__Aim of the exercise__. Output the entries exactly. Start at the first line, finish with the line containing "position:absolute; left:888px; top:21px;", and omit the pictures.

==== Source records ====

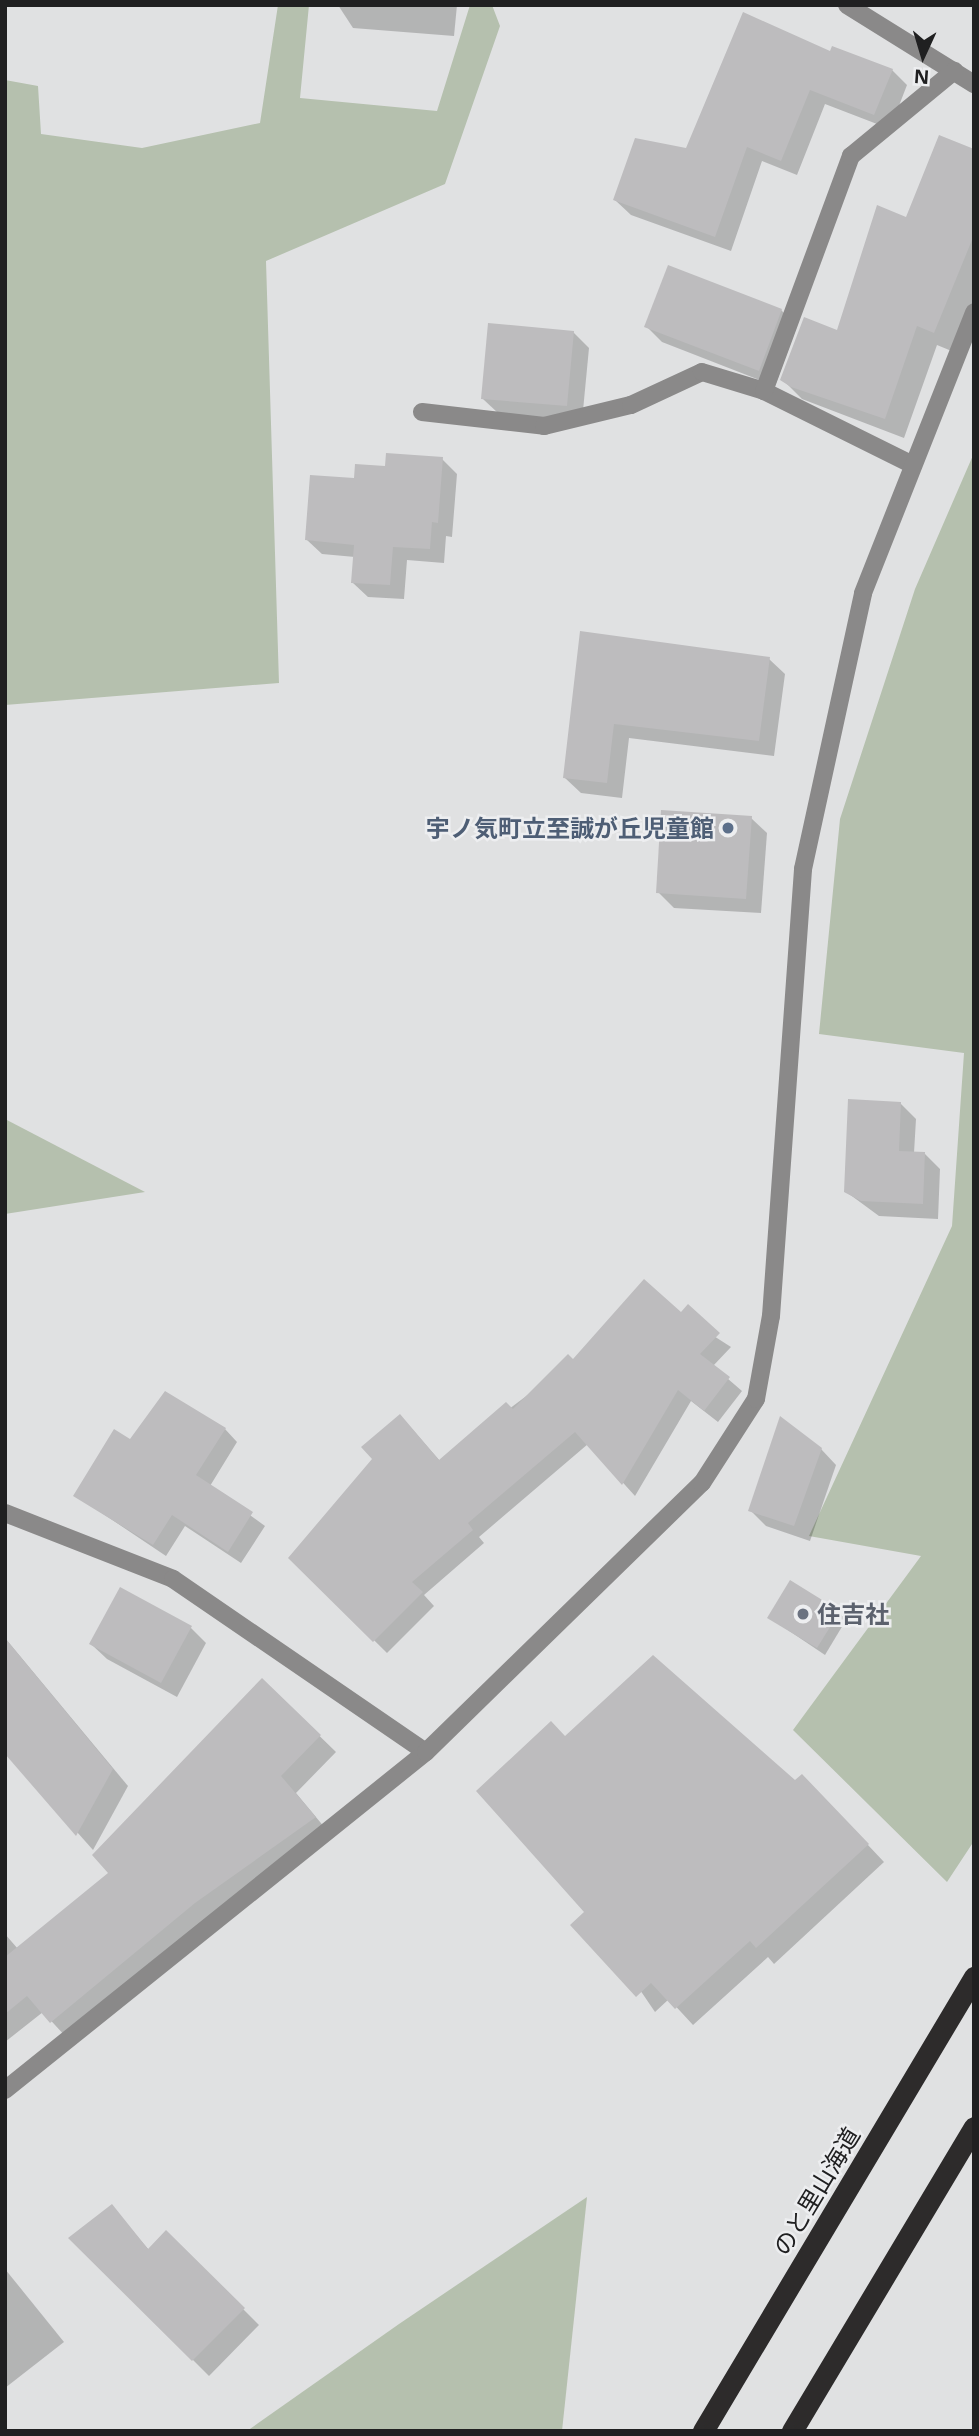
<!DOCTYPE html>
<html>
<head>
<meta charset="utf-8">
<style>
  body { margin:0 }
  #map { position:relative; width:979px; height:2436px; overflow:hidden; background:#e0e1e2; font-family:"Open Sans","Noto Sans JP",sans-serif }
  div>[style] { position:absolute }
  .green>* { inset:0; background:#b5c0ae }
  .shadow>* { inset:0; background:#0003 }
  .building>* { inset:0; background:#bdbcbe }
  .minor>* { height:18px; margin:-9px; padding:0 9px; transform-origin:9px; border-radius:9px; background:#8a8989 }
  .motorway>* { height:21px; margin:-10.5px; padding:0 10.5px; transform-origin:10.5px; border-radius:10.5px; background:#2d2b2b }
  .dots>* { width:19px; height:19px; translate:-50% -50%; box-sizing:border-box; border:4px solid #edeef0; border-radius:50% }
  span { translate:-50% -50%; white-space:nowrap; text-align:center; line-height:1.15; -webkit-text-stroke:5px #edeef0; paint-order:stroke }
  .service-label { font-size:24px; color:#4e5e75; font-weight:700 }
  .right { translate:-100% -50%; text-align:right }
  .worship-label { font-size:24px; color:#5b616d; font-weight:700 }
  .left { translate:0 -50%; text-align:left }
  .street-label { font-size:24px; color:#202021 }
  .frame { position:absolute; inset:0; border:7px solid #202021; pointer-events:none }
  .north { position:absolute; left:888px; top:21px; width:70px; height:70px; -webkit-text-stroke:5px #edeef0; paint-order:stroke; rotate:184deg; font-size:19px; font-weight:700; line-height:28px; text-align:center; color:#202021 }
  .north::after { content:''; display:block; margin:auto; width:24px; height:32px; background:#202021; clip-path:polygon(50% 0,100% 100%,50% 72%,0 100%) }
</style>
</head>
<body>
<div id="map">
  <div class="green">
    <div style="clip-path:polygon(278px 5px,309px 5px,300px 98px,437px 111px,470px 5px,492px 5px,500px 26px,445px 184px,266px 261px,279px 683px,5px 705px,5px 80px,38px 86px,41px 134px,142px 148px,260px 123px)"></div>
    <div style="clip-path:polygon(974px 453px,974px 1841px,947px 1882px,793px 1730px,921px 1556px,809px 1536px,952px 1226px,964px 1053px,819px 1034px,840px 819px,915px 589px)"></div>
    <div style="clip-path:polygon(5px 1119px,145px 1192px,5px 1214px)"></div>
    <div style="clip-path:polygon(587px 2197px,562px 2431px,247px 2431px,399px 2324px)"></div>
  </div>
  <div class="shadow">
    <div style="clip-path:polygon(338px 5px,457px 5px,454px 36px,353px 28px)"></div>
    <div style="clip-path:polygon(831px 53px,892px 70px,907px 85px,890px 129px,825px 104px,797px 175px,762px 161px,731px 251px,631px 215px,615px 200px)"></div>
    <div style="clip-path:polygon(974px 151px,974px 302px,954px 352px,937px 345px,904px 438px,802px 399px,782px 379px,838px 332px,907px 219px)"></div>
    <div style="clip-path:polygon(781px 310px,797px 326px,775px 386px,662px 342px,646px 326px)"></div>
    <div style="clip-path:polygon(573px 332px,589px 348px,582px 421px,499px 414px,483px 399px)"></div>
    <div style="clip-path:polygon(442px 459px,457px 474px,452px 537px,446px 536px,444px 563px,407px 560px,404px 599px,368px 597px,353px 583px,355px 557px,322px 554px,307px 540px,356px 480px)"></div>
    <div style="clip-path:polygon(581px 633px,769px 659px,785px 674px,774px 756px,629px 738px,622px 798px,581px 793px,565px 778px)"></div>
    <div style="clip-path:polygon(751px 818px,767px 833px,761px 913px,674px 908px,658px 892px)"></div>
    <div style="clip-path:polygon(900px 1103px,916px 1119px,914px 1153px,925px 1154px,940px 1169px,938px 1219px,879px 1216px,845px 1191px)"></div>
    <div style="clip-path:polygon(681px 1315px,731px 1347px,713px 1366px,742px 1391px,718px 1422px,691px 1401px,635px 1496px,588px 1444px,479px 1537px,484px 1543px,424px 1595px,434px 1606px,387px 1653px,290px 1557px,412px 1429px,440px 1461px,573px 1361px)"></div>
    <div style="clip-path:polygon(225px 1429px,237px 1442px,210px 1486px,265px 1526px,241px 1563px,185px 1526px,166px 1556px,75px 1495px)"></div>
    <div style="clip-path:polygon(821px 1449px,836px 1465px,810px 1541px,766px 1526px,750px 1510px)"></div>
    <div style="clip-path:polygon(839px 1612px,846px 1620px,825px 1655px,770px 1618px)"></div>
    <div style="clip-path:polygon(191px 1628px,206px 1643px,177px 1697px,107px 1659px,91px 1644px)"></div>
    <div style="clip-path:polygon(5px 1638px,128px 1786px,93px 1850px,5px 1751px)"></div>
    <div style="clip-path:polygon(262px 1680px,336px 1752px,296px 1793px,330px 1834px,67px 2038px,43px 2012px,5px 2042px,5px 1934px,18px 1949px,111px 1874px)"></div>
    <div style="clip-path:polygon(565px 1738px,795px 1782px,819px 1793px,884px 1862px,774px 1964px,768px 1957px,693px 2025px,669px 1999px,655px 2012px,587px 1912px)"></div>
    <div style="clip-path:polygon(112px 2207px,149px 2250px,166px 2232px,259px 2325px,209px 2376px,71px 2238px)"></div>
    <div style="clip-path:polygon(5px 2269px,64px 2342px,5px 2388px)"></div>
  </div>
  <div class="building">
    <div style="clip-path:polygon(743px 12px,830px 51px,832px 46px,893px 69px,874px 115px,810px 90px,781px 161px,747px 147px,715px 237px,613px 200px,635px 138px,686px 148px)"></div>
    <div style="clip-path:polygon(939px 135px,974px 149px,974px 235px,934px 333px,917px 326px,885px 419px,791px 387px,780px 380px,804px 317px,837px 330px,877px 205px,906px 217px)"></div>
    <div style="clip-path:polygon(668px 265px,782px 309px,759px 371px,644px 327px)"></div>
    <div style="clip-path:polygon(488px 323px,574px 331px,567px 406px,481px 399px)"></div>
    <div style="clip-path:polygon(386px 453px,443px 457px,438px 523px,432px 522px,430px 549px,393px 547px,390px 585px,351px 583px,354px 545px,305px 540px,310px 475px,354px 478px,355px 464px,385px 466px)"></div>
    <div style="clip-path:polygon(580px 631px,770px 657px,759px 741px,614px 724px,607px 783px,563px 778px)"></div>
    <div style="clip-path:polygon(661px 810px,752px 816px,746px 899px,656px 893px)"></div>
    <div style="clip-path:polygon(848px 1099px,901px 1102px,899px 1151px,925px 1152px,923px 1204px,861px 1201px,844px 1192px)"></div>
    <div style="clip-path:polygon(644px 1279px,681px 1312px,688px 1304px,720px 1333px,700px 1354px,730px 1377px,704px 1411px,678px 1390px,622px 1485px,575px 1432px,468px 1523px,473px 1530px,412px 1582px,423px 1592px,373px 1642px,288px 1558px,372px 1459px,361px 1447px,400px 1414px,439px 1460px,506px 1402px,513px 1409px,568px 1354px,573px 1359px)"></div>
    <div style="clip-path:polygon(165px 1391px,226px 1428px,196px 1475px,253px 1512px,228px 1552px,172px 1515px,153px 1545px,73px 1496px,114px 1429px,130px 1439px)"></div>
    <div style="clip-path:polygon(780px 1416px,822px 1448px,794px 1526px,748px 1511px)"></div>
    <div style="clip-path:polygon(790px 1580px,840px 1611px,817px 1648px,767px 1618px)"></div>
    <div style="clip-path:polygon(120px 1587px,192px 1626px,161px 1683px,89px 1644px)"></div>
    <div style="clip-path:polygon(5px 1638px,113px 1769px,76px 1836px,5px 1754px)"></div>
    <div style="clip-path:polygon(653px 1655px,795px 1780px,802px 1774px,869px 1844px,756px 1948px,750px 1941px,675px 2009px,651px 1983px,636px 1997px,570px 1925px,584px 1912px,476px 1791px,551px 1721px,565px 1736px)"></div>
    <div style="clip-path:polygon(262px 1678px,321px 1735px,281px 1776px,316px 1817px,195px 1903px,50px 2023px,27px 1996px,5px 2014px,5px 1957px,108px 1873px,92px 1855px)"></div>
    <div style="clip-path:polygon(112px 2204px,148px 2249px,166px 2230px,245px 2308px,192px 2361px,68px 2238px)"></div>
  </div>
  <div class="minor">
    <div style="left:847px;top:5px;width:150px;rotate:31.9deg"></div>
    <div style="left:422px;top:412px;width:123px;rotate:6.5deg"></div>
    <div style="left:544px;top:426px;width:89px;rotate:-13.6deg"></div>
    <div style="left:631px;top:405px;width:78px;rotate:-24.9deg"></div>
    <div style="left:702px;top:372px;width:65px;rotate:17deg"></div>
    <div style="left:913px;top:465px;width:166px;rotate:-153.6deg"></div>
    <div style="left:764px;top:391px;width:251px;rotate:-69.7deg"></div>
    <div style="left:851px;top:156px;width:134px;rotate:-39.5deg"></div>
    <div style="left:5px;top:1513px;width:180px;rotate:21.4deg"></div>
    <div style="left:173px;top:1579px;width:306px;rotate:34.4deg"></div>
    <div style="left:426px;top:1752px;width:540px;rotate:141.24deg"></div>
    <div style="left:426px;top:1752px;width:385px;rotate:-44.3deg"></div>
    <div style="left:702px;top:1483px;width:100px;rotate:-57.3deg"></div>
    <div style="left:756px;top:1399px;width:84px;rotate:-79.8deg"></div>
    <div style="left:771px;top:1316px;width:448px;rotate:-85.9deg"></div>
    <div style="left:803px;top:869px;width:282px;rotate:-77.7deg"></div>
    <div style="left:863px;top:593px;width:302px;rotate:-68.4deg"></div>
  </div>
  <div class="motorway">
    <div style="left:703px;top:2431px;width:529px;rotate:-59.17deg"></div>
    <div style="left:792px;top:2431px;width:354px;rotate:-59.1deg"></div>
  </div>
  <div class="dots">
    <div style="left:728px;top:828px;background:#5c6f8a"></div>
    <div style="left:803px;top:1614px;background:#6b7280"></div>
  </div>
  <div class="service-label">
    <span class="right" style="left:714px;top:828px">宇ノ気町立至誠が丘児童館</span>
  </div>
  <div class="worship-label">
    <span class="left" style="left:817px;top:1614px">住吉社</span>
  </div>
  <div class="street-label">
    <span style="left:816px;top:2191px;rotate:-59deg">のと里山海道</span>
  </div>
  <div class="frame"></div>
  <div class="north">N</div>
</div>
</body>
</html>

====

__Output__.
<!DOCTYPE html>
<html>
<head>
<meta charset="utf-8">
<style>
  body { margin:0 }
  #map { position:relative; width:979px; height:2436px; overflow:hidden; background:#e0e1e2; font-family:"Open Sans","Noto Sans JP",sans-serif }
  div>[style] { position:absolute }
  .green>* { inset:0; background:#b5c0ae }
  .shadow>* { inset:0; background:#0003 }
  .building>* { inset:0; background:#bdbcbe }
  .minor>* { height:18px; margin:-9px; padding:0 9px; transform-origin:9px; border-radius:9px; background:#8a8989 }
  .motorway>* { height:21px; margin:-10.5px; padding:0 10.5px; transform-origin:10.5px; border-radius:10.5px; background:#2d2b2b }
  .dots>* { width:19px; height:19px; translate:-50% -50%; box-sizing:border-box; border:4px solid #edeef0; border-radius:50% }
  span { translate:-50% -50%; white-space:nowrap; text-align:center; line-height:1.15; -webkit-text-stroke:5px #edeef0; paint-order:stroke }
  .service-label { font-size:24px; color:#4e5e75; font-weight:700 }
  .right { translate:-100% -50%; text-align:right }
  .worship-label { font-size:24px; color:#5b616d; font-weight:700 }
  .left { translate:0 -50%; text-align:left }
  .street-label { font-size:24px; color:#202021 }
  .frame { position:absolute; inset:0; border:7px solid #202021; pointer-events:none }
  .north { position:absolute; left:888px; top:21px; width:70px; height:70px; -webkit-text-stroke:5px #edeef0; paint-order:stroke; rotate:184deg; font-size:19px; font-weight:700; line-height:28px; text-align:center; color:#202021 }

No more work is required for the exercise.